Le syndic de cet immeuble est la société Foncia [Localité 7].
Monsieur et Madame [U] sont copropriétaires des lots 74 et 75 et 41 et 42 situés dans cet immeuble. Ils ont demandé de porter à l’ordre du jour de l’assemblée générale la réalisation de travaux les autorisant à installer une piscine sur leur terrasse, à installer un garde-corps, un brise-vue et des panneaux photovoltaïques en toiture.

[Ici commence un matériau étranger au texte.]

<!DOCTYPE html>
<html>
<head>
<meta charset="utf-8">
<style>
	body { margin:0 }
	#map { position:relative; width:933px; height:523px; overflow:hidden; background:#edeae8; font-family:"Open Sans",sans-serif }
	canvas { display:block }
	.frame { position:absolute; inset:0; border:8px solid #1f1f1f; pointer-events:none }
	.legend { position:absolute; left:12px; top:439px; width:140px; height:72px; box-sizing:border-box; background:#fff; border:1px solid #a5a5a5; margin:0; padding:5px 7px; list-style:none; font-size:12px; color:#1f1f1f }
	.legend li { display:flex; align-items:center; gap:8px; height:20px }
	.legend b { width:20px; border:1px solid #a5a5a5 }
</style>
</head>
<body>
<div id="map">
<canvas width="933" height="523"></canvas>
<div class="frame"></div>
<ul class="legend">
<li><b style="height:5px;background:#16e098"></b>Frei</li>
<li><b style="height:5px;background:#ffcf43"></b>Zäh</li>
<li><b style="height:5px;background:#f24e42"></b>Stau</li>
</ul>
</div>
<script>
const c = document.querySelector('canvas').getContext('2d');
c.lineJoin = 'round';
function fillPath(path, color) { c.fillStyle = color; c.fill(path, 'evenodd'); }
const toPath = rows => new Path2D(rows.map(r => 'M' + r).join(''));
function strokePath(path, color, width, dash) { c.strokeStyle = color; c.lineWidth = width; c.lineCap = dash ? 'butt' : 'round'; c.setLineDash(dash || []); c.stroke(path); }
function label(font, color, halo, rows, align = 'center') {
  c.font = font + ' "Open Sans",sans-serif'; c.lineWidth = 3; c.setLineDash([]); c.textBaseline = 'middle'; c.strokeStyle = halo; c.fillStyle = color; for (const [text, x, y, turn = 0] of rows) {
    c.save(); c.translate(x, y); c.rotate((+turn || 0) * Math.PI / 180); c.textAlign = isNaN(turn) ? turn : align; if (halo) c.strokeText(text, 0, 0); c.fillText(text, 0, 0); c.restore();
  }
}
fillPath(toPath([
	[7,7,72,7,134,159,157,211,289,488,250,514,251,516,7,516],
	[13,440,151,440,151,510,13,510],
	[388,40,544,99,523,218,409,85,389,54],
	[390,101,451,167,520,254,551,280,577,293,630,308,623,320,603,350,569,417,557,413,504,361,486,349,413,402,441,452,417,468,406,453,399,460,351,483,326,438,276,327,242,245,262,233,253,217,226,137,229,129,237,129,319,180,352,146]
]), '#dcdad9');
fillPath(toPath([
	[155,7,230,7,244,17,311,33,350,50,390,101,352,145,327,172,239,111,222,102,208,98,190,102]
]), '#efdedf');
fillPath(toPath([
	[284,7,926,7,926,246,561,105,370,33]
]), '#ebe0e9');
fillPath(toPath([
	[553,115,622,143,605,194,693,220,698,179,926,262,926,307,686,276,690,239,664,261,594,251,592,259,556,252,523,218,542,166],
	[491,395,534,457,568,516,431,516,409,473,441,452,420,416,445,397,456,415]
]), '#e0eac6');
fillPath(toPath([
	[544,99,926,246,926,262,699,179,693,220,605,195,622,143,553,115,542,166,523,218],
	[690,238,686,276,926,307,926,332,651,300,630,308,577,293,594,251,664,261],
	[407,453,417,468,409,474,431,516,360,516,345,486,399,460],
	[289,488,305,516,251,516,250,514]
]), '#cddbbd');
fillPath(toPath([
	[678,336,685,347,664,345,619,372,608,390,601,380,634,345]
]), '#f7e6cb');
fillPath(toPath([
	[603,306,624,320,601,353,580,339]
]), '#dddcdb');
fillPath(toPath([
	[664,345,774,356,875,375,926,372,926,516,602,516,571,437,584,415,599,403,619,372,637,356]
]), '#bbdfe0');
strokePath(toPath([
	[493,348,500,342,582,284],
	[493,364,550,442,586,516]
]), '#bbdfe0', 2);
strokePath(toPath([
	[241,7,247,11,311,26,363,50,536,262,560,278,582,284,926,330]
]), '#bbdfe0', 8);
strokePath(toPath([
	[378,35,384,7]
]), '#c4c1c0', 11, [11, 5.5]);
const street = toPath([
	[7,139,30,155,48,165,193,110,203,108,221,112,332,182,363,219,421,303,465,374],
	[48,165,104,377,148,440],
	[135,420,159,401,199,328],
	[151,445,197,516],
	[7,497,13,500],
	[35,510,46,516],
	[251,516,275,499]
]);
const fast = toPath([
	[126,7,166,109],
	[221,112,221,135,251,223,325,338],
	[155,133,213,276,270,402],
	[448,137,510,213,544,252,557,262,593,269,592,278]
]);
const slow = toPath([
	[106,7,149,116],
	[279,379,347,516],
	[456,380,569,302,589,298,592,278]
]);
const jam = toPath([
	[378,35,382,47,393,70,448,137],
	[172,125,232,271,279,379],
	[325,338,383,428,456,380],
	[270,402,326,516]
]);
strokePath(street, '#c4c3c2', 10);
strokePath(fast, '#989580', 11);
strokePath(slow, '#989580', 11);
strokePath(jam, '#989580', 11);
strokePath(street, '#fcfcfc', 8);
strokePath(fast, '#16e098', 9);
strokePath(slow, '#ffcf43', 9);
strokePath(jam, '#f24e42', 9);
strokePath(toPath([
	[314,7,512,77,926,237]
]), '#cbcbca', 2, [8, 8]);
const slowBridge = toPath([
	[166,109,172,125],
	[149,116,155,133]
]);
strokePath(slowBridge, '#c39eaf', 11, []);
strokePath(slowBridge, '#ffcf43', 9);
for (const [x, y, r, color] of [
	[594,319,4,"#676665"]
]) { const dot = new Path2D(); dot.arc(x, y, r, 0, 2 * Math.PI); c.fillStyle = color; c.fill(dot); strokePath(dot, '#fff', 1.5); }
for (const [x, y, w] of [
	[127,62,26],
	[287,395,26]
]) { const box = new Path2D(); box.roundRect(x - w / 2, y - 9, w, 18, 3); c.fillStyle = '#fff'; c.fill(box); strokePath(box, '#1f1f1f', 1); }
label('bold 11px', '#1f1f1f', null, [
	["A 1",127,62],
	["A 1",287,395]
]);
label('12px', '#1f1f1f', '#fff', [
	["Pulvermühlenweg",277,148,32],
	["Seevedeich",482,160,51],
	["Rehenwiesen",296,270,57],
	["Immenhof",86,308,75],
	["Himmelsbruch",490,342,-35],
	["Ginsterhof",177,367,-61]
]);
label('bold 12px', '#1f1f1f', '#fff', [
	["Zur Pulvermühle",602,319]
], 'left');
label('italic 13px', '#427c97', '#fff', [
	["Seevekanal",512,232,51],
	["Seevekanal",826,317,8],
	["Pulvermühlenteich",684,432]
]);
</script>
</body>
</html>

Par délibérations du 3 juin 2024 l’assemblée générale du syndicat des copropriétaires a rejeté ces résolutions et a invité Monsieur et Madame [U] à déposer les panneaux solaires installés sur la toiture de l’immeuble dans un délai d’un mois suivant la notification du procès-verbal.
Par courrier du 4 octobre 2024 la société Foncia [Localité 7] a mis en demeure Monsieur et Madame [U] de retirer les panneaux photovoltaïques et de procéder au retrait des meubles leur appartenant et encombrant les parties communes.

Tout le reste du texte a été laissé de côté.